Why is 2023's inexplicable warming concerning?

Scientists agree that rising global temperatures, supercharged by human activities, put us at greater risk for stronger and more frequent severe storms — our rapidly warming planet has even been compared to "steroids" for weather.

In fact, the United States suffered more billion-dollar disasters in 2023 than in any other year, the Times reported, citing NOAA. These included the Lahaina wildfire in Hawaii, Hurricane Idalia in Florida, and extensive flooding in New York.

Globally, some parts of the world faced devastating droughts that year. For instance, Somalia suffered its sixth year of its longest-ever drought, and about 43,000 people died from the conditions — half of them were likely children under five years old.

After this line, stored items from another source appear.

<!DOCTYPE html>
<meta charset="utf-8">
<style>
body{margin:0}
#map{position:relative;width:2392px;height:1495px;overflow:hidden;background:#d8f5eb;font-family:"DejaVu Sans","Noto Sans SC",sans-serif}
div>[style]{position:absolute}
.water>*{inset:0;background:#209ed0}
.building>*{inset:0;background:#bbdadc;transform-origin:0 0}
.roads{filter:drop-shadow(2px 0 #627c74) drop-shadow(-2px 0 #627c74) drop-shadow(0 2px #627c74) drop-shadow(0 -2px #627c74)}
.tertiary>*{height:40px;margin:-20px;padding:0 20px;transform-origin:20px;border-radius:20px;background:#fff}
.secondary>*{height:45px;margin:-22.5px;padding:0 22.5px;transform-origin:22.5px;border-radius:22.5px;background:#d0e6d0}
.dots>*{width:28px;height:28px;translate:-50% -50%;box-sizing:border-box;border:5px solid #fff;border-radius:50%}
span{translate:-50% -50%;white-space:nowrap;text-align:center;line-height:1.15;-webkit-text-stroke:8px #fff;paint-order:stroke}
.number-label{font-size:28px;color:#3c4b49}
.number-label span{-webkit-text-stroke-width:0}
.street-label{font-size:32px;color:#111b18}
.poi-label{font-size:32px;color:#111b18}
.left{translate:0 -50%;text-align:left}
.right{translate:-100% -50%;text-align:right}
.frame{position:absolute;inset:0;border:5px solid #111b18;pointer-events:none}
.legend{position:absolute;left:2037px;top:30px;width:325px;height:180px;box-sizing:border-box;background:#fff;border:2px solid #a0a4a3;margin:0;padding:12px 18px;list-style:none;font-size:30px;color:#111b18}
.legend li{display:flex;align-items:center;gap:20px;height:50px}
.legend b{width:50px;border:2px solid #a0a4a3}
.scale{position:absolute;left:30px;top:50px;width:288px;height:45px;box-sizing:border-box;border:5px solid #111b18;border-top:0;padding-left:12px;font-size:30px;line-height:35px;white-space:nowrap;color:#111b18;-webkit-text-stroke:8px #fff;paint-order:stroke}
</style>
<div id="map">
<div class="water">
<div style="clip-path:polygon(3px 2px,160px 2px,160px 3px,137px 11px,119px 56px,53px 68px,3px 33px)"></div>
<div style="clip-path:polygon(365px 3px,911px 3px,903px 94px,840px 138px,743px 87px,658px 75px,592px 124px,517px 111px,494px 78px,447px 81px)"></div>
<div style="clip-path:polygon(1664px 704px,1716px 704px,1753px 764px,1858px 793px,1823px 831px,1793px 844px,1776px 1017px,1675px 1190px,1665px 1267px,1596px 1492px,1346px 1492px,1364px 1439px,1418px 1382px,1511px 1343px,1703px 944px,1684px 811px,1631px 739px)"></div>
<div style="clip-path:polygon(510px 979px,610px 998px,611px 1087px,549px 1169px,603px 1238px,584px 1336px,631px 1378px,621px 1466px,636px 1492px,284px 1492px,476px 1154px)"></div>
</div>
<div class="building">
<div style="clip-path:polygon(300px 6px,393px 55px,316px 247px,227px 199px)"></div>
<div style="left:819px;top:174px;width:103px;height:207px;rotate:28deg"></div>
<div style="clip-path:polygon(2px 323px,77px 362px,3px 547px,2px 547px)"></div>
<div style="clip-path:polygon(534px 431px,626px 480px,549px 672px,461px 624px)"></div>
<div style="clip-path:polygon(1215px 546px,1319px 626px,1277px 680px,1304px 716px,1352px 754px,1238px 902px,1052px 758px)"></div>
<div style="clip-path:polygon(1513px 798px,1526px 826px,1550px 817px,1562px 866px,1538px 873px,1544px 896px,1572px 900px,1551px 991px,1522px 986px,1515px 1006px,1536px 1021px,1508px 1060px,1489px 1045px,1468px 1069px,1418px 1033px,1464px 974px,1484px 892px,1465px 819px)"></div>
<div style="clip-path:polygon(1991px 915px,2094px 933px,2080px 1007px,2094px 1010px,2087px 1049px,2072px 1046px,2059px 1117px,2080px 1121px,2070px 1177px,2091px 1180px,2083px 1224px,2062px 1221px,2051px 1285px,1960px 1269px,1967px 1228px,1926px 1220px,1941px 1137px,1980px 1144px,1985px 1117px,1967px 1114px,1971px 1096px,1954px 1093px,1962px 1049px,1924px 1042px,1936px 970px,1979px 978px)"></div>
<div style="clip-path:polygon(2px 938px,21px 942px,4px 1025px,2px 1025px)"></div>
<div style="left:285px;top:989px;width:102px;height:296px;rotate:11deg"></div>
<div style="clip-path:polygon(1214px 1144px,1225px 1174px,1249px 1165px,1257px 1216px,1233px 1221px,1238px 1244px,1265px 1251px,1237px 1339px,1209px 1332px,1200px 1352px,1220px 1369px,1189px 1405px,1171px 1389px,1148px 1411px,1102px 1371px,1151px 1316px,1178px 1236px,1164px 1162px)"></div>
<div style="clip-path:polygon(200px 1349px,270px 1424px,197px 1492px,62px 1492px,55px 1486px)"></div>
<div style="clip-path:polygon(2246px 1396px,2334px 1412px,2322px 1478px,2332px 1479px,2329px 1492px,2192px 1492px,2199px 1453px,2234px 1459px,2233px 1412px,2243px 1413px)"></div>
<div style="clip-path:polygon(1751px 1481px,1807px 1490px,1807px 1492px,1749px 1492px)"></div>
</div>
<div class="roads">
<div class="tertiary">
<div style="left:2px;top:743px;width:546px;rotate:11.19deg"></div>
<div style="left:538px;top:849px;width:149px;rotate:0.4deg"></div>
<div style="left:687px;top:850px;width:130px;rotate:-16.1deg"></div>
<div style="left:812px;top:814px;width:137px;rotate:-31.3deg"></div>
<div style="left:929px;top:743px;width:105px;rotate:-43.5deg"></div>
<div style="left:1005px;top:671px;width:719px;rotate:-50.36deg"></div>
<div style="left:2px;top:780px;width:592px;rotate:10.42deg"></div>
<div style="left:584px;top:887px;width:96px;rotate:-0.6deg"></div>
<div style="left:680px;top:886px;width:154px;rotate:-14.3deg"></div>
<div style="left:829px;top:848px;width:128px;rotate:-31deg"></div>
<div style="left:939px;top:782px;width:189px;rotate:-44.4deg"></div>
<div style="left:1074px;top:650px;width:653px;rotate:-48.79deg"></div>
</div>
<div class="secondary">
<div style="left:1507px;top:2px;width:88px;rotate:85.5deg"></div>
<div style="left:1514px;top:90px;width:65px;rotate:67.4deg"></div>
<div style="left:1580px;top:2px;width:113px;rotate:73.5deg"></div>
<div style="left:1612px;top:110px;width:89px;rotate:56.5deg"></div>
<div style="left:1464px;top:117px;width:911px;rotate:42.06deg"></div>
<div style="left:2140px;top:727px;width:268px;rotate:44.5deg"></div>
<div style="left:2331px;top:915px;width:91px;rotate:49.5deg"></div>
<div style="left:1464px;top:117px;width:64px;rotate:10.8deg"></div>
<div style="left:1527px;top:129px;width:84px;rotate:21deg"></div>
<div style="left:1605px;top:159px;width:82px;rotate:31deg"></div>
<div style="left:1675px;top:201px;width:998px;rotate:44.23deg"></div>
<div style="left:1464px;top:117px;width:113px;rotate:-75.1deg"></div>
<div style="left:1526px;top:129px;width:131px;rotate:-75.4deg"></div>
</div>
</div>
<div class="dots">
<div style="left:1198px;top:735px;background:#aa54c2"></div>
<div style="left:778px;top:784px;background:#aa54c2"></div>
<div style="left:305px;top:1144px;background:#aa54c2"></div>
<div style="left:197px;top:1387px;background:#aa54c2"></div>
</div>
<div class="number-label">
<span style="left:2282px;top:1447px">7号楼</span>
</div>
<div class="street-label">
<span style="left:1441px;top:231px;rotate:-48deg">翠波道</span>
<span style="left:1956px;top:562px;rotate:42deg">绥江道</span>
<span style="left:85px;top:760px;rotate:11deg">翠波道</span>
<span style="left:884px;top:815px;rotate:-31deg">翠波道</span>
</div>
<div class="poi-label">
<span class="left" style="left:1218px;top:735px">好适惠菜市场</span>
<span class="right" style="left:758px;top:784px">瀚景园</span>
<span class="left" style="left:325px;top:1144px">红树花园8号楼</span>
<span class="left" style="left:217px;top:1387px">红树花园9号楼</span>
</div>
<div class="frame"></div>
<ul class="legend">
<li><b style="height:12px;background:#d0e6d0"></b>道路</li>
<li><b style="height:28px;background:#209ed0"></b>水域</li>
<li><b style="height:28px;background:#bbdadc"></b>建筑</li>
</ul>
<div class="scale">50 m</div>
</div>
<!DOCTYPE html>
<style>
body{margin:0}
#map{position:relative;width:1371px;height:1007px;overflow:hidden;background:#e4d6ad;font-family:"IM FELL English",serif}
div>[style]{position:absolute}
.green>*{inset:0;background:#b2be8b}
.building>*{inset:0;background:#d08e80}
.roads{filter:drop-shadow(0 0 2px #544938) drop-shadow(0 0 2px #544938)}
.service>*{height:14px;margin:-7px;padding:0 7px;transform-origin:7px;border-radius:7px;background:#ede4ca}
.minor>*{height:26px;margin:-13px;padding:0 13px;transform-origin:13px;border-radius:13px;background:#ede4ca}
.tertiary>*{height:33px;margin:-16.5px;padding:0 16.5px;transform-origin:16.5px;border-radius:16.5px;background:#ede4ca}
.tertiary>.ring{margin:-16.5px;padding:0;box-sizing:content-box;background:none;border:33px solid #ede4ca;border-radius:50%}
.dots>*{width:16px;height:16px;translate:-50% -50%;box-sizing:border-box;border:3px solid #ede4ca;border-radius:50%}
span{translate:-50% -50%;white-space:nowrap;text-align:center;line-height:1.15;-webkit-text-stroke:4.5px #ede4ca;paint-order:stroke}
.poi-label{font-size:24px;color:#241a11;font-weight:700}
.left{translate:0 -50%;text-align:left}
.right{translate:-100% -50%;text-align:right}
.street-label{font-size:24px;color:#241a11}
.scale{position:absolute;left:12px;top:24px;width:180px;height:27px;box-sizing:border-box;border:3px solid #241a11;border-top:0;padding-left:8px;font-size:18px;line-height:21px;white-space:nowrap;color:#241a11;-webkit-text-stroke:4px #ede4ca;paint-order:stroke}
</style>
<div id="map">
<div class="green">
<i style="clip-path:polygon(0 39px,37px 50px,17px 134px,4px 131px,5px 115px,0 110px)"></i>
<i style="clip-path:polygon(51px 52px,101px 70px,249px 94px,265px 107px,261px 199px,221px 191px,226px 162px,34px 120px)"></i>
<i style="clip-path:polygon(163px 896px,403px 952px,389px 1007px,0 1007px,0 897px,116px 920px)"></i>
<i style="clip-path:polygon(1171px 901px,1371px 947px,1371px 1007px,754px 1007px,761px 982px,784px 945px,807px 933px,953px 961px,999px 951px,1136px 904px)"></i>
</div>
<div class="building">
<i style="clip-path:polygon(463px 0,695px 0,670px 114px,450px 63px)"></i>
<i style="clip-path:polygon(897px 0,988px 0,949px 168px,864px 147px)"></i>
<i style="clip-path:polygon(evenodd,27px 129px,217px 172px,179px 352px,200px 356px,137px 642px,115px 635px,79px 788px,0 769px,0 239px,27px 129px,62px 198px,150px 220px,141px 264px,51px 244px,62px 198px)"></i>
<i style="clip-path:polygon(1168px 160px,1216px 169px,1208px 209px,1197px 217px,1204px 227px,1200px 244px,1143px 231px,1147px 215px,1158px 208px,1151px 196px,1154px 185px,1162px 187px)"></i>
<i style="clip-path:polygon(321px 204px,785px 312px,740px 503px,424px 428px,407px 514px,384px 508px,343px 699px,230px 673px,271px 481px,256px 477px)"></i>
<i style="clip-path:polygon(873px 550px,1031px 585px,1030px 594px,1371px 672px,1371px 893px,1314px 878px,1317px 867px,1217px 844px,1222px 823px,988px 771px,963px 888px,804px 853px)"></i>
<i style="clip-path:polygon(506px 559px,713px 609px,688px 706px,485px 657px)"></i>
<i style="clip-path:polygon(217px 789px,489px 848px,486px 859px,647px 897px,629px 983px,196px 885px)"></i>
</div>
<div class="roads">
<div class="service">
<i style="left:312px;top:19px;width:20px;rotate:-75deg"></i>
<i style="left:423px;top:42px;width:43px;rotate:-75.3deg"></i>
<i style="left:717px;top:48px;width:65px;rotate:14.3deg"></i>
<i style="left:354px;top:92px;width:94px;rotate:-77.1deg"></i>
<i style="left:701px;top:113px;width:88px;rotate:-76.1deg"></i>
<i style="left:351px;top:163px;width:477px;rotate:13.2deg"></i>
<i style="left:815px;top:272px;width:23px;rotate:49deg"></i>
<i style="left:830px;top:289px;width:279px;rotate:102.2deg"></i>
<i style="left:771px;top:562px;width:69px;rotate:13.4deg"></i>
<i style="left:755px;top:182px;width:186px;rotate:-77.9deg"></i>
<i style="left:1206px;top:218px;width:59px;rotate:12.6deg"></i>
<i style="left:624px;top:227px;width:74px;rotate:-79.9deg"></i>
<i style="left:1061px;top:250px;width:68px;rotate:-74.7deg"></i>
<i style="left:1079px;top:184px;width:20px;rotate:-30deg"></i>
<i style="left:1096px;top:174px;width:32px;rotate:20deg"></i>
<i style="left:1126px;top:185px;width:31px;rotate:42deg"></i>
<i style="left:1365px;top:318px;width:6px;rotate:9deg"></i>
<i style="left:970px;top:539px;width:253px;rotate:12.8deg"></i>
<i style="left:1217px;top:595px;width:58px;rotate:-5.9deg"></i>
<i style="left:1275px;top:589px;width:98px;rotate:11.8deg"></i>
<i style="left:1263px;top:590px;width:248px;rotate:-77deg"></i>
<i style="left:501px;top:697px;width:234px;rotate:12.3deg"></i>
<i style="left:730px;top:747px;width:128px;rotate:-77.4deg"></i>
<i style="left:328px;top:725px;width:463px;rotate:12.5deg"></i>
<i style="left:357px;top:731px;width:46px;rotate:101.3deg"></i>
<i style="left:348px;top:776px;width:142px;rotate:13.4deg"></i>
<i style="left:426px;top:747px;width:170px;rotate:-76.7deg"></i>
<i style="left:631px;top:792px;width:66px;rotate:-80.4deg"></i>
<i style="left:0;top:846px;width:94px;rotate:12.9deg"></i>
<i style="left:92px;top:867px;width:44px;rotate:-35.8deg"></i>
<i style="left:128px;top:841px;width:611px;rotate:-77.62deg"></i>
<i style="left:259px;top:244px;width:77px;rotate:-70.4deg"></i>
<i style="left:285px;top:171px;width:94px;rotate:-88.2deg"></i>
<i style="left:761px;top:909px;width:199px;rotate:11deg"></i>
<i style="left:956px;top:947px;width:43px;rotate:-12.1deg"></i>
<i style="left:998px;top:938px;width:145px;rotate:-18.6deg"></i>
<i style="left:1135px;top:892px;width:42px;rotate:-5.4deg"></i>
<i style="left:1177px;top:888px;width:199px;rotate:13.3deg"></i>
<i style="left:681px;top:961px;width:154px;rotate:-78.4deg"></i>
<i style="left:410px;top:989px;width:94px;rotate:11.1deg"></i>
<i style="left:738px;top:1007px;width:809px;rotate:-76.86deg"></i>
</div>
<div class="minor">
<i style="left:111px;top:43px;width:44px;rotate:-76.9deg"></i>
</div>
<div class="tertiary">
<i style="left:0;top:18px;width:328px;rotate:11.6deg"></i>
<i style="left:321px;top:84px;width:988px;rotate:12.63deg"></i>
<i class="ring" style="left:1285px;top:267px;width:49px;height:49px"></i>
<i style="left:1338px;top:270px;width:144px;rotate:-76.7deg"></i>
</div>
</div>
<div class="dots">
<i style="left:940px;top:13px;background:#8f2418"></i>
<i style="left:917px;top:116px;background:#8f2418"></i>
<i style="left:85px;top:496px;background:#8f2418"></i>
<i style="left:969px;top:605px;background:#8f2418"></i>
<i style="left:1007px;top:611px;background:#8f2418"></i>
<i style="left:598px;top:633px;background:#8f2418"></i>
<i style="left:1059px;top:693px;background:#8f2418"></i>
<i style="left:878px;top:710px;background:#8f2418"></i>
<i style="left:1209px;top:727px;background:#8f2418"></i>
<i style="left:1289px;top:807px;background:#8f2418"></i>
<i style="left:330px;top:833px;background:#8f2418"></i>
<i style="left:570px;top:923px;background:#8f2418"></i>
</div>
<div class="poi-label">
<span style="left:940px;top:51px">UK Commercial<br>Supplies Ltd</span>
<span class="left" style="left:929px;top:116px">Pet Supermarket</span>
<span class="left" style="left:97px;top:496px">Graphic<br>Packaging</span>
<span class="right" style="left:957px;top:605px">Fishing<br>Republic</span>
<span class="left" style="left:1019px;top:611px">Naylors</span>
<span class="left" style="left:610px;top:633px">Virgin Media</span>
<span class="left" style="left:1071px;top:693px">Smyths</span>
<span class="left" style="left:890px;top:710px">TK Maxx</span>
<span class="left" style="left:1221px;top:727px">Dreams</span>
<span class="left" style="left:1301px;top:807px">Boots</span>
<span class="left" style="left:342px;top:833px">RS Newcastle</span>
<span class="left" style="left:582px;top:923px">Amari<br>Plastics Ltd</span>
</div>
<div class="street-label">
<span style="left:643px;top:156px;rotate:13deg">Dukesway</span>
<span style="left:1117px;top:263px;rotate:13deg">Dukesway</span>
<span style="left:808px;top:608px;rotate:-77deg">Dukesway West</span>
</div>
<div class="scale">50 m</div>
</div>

Meanwhile, major flooding in Liberia brought on by a tropical cyclone led to the disappearance of 10,000 people and at least 2,300 deaths.

What's being done about rising global temperatures?

Many countries are making changes to help curb rising global temperatures. For instance, Wales is banning most new roadway projects to reduce carbon pollution. Similarly, Scotland is using the "20-minute city" concept in certain urban neighborhoods to give residents easier access to public transit.

Plus, several innovative people are coming up with solutions to help adapt to the consequences of a warmer planet. For instance, scientists at Texas A&M are developing melons that are resistant to extreme weather.

Also, a tribal leader in Kenya has implemented digging crescent-shaped trenches in soil to help gather rainwater for crops in the face of extreme heat and prolonged droughts. Native grass seeds are planted in the wetted crescents, bringing important vegetation back to the land.

You can help curb our planet's rising temperatures by reducing your reliance on dirty energy — try using public transit when possible, eating a plant-slant diet, riding your bike, or joining a community solar program.